Correlation ≠ causation: confounding and directionality matter.
Linearity & outliers: Pearson assumes linearity and is outlier-sensitive; Spearman/Kendall are more robust to outliers and monotonic nonlinearity.
Missingness: correlations silently drop NA pairs; patterned missingness can bias results.

# Setup for Google Colab: Fetch datasets automatically or manually
import os
from google.colab import files

MODULE = '04_data_analysis'
DATASET = 'vitamin_trial.csv'
BASE_PATH = '/content/data-analysis-projects'
MODULE_PATH = os.path.join(BASE_PATH, 'notebooks', MODULE)
DATASET_PATH = os.path.join('data', DATASET)

try:
    print('Attempting to clone repository...')
    if not os.path.exists(BASE_PATH):
        !git clone https://github.com/ggkuhnle/data-analysis-projects.git
    print('Setting working directory...')
    os.chdir(MODULE_PATH)
    if os.path.exists(DATASET_PATH):
        print(f'Dataset found: {DATASET_PATH} ✅')
    else:
        raise FileNotFoundError('Dataset missing after clone.')
except Exception as e:
    print(f'Cloning failed: {e}')
    print('Falling back to manual upload...')
    os.makedirs('data', exist_ok=True)
    uploaded = files.upload()
    if DATASET in uploaded:
        with open(DATASET_PATH, 'wb') as f:
            f.write(uploaded[DATASET])
        print(f'Successfully uploaded {DATASET} ✅')
    else:
        raise FileNotFoundError(f'Upload failed.

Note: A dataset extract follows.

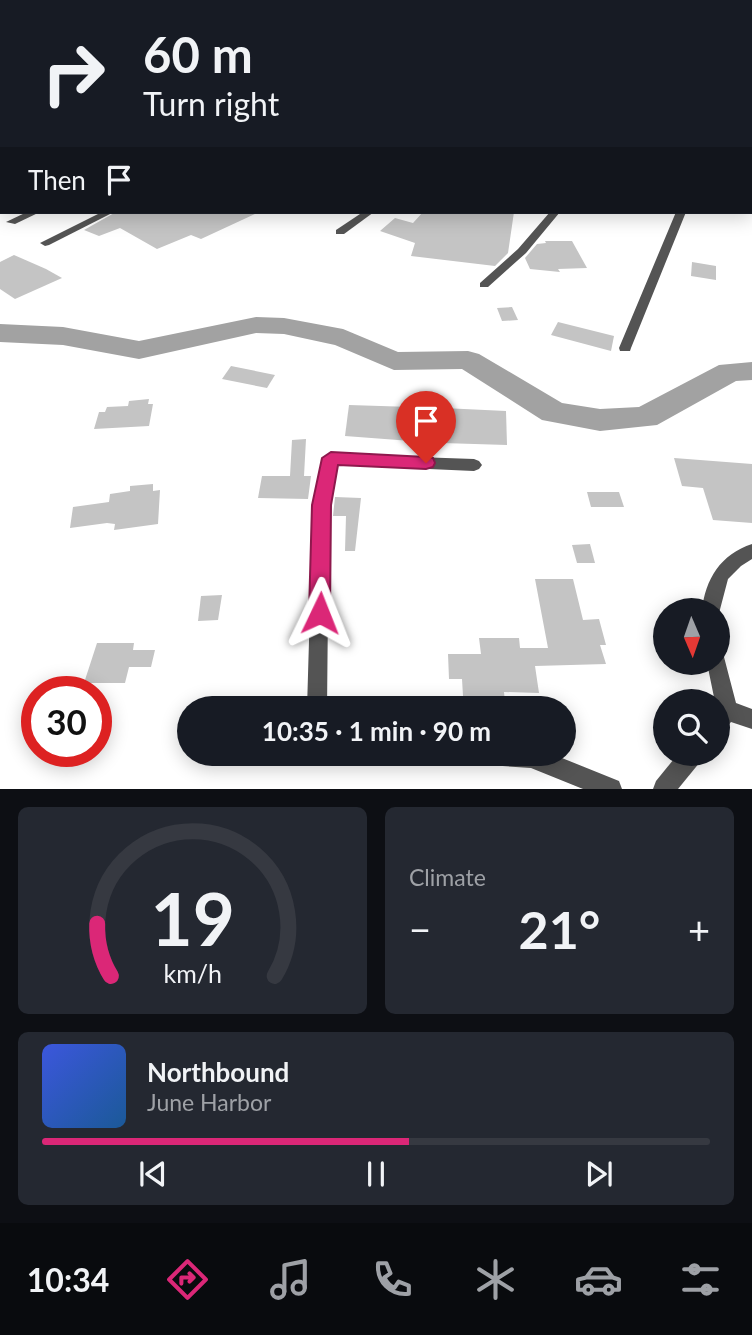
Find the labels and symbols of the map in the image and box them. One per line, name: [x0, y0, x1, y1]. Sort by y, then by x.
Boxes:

Please upload {DATASET}.')

%pip install -q pandas numpy seaborn scipy statsmodels scikit-learn
import pandas as pd
import numpy as np
import seaborn as sns
import matplotlib.pyplot as plt
from scipy.stats import pearsonr, spearmanr, kendalltau, pointbiserialr
import statsmodels.api as sm
from sklearn.feature_selection import mutual_info_regression

pd.set_option('display.max_columns', 50)
sns.set_theme()
print('Correlation environment ready.')

1) Load & Select Variables

We’ll load the dataset, identify numeric columns, and prepare a clean subset for correlation calculations.

df = pd.read_csv('data/vitamin_trial.csv')
print('Shape:', df.shape)
display(df.head())

# Identify numeric columns (we will use these for correlation matrices if needed)
num = df.select_dtypes(include=[np.number]).copy()
print('Numeric columns:', num.columns.tolist())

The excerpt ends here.